▶ [WHAT IS REQUIRED] In the listing beneath this line, copy exactly the lines starting with the one containing "M378 0 375 68" and going on through the one containing "M 57,199 L 83,236".

▶ [GIVEN DATA]
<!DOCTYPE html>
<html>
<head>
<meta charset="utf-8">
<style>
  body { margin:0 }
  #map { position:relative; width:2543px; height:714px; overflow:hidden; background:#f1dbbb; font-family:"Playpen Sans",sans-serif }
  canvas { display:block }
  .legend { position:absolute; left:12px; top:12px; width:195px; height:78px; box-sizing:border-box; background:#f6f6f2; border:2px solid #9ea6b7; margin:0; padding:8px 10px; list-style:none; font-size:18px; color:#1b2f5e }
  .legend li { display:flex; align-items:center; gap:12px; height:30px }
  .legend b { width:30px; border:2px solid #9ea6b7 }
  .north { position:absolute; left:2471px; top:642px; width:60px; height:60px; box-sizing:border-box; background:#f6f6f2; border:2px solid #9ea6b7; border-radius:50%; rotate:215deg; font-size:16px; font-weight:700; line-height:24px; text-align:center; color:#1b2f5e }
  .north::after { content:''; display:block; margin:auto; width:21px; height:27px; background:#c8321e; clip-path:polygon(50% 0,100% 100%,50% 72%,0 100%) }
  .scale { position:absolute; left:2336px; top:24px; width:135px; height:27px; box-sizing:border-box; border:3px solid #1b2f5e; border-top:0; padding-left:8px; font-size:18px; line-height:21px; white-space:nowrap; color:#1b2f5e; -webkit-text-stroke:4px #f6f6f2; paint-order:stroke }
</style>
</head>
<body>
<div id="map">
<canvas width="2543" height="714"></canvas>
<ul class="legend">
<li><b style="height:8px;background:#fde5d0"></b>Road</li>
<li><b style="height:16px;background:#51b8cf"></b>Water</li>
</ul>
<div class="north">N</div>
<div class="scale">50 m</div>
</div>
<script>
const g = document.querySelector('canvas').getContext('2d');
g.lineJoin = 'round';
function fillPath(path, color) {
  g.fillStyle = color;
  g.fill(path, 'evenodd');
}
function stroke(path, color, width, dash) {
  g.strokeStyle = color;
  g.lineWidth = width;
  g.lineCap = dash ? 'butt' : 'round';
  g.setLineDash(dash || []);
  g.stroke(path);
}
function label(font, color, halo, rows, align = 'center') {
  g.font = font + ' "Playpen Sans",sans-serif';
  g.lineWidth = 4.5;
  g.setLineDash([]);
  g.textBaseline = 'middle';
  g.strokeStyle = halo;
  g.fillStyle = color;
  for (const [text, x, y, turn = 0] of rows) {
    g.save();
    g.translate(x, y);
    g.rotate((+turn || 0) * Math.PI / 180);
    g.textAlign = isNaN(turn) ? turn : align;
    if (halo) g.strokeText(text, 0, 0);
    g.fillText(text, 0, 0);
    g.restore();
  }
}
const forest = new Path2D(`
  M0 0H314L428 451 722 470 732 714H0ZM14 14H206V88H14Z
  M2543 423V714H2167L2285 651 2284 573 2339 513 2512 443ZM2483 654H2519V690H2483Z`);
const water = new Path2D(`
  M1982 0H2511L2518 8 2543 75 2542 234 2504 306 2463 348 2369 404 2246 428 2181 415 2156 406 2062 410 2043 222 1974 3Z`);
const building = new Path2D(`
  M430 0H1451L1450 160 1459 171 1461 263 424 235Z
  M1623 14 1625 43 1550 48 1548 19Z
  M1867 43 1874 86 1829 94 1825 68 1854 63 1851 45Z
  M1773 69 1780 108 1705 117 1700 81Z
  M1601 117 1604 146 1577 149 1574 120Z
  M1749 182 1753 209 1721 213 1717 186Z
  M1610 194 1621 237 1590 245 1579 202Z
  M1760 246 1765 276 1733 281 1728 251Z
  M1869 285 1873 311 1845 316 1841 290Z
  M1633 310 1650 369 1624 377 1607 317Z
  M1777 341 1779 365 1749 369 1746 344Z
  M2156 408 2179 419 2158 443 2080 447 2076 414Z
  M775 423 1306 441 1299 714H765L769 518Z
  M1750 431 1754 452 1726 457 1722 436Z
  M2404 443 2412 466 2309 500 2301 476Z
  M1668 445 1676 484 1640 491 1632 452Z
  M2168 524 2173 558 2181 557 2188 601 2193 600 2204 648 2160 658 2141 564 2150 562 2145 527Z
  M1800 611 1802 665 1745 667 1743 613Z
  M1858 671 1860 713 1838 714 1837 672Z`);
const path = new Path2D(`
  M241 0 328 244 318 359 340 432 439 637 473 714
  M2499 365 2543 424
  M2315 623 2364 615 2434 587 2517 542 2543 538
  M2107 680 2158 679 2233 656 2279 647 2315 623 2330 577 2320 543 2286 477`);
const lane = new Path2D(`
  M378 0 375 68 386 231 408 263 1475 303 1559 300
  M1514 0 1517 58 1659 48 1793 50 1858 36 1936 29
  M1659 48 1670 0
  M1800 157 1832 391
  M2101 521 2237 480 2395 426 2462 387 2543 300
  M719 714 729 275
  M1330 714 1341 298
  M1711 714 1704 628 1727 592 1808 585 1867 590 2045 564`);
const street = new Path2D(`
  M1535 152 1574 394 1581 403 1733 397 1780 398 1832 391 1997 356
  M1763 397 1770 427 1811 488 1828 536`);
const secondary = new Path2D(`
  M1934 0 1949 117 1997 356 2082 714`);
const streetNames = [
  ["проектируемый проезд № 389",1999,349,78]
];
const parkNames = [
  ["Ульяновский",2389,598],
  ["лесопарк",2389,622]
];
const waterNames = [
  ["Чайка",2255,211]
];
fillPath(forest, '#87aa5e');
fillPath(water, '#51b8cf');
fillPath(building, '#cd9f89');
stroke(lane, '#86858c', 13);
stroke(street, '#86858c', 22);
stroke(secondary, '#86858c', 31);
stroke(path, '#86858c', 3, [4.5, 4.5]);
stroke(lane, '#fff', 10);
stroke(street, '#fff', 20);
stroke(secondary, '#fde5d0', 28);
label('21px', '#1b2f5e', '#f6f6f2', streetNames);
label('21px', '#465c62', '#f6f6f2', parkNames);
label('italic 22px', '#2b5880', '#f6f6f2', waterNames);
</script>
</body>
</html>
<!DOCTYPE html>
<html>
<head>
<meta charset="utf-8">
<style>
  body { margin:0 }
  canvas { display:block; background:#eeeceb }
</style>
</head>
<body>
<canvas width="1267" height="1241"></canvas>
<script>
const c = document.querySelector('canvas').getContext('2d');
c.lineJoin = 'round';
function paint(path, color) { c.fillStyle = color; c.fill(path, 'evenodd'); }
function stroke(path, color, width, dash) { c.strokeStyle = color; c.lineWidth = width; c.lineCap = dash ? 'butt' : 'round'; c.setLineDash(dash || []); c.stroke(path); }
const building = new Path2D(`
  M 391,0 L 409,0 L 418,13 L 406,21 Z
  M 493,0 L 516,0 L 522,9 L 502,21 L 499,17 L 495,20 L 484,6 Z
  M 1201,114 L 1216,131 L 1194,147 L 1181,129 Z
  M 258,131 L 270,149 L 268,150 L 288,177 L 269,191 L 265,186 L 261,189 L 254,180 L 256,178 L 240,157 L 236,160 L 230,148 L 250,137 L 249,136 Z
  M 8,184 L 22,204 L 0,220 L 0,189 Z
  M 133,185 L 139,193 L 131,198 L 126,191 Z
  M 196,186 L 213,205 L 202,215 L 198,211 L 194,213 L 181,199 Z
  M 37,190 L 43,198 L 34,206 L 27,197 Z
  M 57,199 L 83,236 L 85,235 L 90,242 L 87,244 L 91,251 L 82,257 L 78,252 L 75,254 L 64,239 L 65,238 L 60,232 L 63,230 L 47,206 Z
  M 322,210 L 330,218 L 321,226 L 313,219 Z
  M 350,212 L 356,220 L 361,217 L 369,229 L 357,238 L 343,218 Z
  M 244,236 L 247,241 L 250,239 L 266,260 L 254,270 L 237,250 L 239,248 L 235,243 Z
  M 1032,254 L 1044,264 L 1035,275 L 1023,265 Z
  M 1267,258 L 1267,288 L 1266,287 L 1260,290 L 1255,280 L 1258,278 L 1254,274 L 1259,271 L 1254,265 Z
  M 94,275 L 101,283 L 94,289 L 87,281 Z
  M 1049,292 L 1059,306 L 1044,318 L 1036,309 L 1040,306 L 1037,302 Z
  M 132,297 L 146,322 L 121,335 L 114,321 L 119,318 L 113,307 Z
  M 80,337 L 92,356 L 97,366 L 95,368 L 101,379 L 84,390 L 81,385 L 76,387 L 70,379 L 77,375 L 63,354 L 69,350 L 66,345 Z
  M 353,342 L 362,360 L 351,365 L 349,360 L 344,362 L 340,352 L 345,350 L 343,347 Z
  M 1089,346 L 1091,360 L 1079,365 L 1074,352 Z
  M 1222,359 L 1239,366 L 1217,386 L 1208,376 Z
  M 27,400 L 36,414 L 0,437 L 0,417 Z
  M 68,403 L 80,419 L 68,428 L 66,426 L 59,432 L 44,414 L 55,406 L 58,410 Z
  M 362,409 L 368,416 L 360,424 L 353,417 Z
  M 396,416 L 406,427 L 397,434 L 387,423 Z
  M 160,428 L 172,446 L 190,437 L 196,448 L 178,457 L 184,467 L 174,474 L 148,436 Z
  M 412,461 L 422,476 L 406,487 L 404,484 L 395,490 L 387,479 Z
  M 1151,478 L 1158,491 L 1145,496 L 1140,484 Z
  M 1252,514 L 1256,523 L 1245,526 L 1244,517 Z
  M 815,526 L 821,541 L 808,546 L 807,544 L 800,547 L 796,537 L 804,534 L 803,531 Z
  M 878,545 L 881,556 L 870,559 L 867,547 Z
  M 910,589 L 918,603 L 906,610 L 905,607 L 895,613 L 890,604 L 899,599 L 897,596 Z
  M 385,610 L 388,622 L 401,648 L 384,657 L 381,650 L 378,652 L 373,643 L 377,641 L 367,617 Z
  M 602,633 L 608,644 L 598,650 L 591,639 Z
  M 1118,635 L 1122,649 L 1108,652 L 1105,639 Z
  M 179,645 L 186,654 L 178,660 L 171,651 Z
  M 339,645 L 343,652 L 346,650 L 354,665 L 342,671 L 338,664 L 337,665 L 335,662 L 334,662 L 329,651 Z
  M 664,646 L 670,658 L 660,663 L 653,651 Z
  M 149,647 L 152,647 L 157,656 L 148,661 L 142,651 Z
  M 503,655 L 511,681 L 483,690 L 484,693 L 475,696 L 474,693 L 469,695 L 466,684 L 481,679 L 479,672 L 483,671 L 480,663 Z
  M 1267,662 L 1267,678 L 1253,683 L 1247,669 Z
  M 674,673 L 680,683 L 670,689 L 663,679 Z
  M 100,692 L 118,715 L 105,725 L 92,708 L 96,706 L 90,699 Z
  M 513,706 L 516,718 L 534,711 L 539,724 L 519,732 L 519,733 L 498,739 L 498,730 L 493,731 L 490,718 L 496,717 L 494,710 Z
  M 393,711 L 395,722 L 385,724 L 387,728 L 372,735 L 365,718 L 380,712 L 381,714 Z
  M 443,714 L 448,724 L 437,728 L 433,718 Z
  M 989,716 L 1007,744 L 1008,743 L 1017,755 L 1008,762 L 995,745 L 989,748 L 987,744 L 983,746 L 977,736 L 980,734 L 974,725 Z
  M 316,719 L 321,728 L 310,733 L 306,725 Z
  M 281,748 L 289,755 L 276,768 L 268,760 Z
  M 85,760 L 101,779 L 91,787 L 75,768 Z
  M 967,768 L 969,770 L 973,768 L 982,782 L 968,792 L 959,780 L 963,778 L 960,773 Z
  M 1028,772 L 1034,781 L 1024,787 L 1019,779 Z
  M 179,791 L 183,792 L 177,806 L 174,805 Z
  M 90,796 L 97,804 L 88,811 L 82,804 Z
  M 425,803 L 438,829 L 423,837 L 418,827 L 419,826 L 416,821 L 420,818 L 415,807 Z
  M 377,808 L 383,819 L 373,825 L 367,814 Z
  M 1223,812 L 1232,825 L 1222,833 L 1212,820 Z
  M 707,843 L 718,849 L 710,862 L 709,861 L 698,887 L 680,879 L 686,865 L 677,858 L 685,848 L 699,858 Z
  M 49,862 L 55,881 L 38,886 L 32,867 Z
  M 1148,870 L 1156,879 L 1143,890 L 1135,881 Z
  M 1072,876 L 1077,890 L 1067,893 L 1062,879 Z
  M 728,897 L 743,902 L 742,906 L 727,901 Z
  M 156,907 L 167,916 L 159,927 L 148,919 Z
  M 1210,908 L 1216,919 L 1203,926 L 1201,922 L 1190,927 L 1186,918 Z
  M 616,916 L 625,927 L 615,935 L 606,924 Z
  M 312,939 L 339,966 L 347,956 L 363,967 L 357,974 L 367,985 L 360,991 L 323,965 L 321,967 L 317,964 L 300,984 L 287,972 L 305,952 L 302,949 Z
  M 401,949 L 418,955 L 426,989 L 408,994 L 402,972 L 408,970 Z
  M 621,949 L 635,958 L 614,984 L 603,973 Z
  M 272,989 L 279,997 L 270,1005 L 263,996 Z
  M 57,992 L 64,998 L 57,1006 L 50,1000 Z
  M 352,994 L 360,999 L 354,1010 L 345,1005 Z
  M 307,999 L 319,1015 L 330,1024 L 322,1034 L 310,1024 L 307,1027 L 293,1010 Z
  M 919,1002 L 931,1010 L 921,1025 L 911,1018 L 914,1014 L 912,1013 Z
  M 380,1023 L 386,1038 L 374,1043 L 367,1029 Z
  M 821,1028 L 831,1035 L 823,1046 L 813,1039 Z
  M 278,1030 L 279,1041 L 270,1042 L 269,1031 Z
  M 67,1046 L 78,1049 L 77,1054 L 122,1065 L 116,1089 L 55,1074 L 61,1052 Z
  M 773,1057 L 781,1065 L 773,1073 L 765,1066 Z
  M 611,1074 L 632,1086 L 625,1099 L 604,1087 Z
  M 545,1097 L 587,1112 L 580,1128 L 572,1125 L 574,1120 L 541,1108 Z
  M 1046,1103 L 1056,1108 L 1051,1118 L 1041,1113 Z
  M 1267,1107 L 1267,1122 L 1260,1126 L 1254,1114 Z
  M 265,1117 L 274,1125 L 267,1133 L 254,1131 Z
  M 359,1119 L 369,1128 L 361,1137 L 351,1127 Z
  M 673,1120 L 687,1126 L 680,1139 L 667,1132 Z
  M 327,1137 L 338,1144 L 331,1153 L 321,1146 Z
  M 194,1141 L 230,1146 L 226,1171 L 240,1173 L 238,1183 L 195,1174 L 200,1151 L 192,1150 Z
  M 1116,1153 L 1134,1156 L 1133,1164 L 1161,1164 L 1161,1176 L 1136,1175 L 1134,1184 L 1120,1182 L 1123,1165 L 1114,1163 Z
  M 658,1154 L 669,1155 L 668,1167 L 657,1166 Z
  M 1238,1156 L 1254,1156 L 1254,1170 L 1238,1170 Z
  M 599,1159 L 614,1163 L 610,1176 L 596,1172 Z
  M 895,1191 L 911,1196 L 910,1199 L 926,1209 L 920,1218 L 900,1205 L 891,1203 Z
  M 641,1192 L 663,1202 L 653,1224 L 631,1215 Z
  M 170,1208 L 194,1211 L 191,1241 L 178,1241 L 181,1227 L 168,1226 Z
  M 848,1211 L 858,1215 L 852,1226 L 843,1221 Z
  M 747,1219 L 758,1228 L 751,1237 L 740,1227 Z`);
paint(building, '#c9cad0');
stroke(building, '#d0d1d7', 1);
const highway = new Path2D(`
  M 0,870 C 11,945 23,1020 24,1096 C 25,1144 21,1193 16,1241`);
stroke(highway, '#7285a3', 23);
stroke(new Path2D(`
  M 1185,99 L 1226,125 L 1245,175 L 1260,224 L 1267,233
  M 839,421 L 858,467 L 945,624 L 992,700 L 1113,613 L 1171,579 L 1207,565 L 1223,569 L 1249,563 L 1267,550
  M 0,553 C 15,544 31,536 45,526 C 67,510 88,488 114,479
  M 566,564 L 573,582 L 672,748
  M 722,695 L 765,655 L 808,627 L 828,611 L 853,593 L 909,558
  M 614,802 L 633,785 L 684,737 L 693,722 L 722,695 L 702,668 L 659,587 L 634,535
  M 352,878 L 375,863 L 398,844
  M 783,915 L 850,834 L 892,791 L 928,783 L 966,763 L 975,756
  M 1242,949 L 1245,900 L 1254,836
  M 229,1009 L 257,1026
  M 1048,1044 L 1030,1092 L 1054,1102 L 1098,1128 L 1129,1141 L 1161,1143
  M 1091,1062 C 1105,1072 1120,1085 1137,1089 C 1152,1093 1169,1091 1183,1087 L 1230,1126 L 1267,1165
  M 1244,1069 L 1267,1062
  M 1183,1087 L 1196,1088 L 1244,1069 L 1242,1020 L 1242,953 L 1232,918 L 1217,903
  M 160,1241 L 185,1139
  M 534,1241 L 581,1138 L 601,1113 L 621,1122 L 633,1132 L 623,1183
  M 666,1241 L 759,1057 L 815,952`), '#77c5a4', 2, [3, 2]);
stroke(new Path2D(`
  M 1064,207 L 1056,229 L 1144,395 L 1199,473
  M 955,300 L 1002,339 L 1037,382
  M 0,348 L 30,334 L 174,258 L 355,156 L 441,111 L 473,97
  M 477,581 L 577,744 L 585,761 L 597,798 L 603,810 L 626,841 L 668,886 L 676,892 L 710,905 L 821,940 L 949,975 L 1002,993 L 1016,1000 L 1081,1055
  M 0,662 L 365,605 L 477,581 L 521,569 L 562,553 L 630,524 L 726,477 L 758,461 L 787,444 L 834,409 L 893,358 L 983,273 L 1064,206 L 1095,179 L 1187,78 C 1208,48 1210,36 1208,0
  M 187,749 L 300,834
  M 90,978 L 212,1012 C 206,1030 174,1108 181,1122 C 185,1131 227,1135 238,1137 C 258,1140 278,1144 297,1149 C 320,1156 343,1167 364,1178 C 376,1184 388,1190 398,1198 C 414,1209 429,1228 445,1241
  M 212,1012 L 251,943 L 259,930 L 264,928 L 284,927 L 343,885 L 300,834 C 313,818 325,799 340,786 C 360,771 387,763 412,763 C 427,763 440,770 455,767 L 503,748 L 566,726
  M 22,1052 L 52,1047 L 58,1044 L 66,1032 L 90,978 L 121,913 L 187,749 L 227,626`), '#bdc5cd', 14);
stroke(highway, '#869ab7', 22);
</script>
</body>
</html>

▶ [EXERCISE SOLUTION]
  M378 0 375 68 386 231 408 263 1475 303 1559 300
  M1514 0 1517 58 1659 48 1793 50 1858 36 1936 29
  M1659 48 1670 0
  M1800 157 1832 391
  M2101 521 2237 480 2395 426 2462 387 2543 300
  M719 714 729 275
  M1330 714 1341 298
  M1711 714 1704 628 1727 592 1808 585 1867 590 2045 564`);
const street = new Path2D(`
  M1535 152 1574 394 1581 403 1733 397 1780 398 1832 391 1997 356
  M1763 397 1770 427 1811 488 1828 536`);
const secondary = new Path2D(`
  M1934 0 1949 117 1997 356 2082 714`);
const streetNames = [
  ["проектируемый проезд № 389",1999,349,78]
];
const parkNames = [
  ["Ульяновский",2389,598],
  ["лесопарк",2389,622]
];
const waterNames = [
  ["Чайка",2255,211]
];
fillPath(forest, '#87aa5e');
fillPath(water, '#51b8cf');
fillPath(building, '#cd9f89');
stroke(lane, '#86858c', 13);
stroke(street, '#86858c', 22);
stroke(secondary, '#86858c', 31);
stroke(path, '#86858c', 3, [4.5, 4.5]);
stroke(lane, '#fff', 10);
stroke(street, '#fff', 20);
stroke(secondary, '#fde5d0', 28);
label('21px', '#1b2f5e', '#f6f6f2', streetNames);
label('21px', '#465c62', '#f6f6f2', parkNames);
label('italic 22px', '#2b5880', '#f6f6f2', waterNames);
</script>
</body>
</html>
<!DOCTYPE html>
<html>
<head>
<meta charset="utf-8">
<style>
  body { margin:0 }
  canvas { display:block; background:#eeeceb }
</style>
</head>
<body>
<canvas width="1267" height="1241"></canvas>
<script>
const c = document.querySelector('canvas').getContext('2d');
c.lineJoin = 'round';
function paint(path, color) { c.fillStyle = color; c.fill(path, 'evenodd'); }
function stroke(path, color, width, dash) { c.strokeStyle = color; c.lineWidth = width; c.lineCap = dash ? 'butt' : 'round'; c.setLineDash(dash || []); c.stroke(path); }
const building = new Path2D(`
  M 391,0 L 409,0 L 418,13 L 406,21 Z
  M 493,0 L 516,0 L 522,9 L 502,21 L 499,17 L 495,20 L 484,6 Z
  M 1201,114 L 1216,131 L 1194,147 L 1181,129 Z
  M 258,131 L 270,149 L 268,150 L 288,177 L 269,191 L 265,186 L 261,189 L 254,180 L 256,178 L 240,157 L 236,160 L 230,148 L 250,137 L 249,136 Z
  M 8,184 L 22,204 L 0,220 L 0,189 Z
  M 133,185 L 139,193 L 131,198 L 126,191 Z
  M 196,186 L 213,205 L 202,215 L 198,211 L 194,213 L 181,199 Z
  M 37,190 L 43,198 L 34,206 L 27,197 Z
  M 57,199 L 83,236 L 85,235 L 90,242 L 87,244 L 91,251 L 82,257 L 78,252 L 75,254 L 64,239 L 65,238 L 60,232 L 63,230 L 47,206 Z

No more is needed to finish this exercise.